Of course, the corollary to all this is that Neil could have reacted to the recent news of the now-wider distribution of Rogan’s podcast by asking Warner Bros to pull his music from Amazon and Apple, too. That would be even more costly to Young, and would leave me even more impressed with his integrity and commitment. What he has actually done by, according to the article, allowing his music back on Spotify (along with leaving it on the other platforms) says to this observer that Young was not willing to pay that high a price for his principles.

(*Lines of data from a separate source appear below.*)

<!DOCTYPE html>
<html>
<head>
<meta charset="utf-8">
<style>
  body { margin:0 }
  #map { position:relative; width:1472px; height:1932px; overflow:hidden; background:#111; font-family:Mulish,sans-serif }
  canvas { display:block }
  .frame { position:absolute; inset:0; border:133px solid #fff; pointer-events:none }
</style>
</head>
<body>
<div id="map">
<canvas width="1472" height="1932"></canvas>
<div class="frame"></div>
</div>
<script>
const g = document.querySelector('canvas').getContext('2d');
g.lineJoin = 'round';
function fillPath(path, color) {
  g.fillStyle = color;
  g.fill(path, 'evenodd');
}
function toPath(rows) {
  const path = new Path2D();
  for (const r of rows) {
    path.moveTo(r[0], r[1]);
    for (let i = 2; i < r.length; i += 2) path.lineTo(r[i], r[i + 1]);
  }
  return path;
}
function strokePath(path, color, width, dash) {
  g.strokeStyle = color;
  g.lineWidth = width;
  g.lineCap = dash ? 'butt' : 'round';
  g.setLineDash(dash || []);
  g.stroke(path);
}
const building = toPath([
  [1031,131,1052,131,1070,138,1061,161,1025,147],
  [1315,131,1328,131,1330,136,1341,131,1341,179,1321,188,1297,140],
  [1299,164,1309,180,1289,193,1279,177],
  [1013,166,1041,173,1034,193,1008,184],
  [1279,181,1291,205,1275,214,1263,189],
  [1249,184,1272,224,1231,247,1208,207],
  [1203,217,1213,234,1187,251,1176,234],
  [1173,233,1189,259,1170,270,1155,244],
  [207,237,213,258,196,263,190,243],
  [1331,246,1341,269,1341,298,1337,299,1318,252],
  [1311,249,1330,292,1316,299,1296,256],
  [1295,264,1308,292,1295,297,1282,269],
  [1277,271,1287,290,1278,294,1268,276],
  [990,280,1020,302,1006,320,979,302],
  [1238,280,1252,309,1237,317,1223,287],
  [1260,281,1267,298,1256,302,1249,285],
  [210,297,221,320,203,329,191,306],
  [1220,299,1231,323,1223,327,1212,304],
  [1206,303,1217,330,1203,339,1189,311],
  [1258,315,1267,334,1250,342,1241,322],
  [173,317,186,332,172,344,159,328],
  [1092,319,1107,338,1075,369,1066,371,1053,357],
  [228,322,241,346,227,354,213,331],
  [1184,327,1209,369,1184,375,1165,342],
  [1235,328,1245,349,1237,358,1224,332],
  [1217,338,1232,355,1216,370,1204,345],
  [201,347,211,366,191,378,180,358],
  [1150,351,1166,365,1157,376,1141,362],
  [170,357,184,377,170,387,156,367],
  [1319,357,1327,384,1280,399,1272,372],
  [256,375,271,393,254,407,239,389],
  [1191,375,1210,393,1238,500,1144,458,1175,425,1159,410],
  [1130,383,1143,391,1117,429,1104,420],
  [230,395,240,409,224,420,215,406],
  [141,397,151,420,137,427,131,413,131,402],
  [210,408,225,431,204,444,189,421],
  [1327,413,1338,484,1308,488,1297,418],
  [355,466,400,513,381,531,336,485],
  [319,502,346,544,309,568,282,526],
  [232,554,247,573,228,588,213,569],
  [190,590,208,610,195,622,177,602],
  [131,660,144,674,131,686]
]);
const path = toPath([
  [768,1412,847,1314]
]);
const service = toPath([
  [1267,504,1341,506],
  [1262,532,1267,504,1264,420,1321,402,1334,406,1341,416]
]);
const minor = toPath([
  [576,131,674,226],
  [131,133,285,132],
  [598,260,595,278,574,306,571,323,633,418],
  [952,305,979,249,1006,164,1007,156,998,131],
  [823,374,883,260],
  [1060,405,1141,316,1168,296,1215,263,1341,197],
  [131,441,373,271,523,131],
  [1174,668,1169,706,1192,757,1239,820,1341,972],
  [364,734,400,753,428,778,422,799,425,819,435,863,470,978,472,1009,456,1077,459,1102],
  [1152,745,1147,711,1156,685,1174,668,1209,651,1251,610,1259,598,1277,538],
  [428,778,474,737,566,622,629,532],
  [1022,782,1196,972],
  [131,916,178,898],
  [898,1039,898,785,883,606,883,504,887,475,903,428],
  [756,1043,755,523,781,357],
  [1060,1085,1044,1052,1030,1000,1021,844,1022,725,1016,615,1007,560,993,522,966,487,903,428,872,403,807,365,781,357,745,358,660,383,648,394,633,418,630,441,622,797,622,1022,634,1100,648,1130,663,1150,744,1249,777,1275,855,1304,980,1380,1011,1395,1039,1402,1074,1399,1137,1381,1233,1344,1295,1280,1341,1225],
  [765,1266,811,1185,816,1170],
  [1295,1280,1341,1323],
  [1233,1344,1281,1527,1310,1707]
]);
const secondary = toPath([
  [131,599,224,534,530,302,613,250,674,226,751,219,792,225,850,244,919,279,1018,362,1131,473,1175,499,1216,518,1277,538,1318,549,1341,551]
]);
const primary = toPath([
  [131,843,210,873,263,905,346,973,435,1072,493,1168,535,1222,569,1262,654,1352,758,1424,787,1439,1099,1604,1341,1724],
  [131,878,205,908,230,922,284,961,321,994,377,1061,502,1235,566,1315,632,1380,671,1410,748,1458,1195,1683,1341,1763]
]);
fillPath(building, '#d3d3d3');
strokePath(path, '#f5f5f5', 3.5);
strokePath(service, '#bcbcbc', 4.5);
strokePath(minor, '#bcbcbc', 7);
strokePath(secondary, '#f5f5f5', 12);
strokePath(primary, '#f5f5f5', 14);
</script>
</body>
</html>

And, to be clear, in ‘price’ I am not pointing only to the money he would lose from streaming payments. He’s a musician, composer and performer, and having people hear his music has been his life’s work. Losing that is a serious price to pay, even were no cash involved.

I judge Neil Young not, and I still thank him for putting out the This Note’s for You album and writing and recording Cinnamon Girl. I merely point out that everything has a price, and we all have to decide which prices we will pay and which we will not, and I continue to believe that those who pay a price to adhere to a principle deserve my respect, if not necessarily my agreement. And – those who have made millions, become famous and then go on to accept money to sell other people’s shit deserve my contempt.

Btw, if I’m right that Young’s original move in 2022 cost Spotify nothing, it raises another question: what was ol ‘Neil trying to accomplish? Topic for another post, perhaps.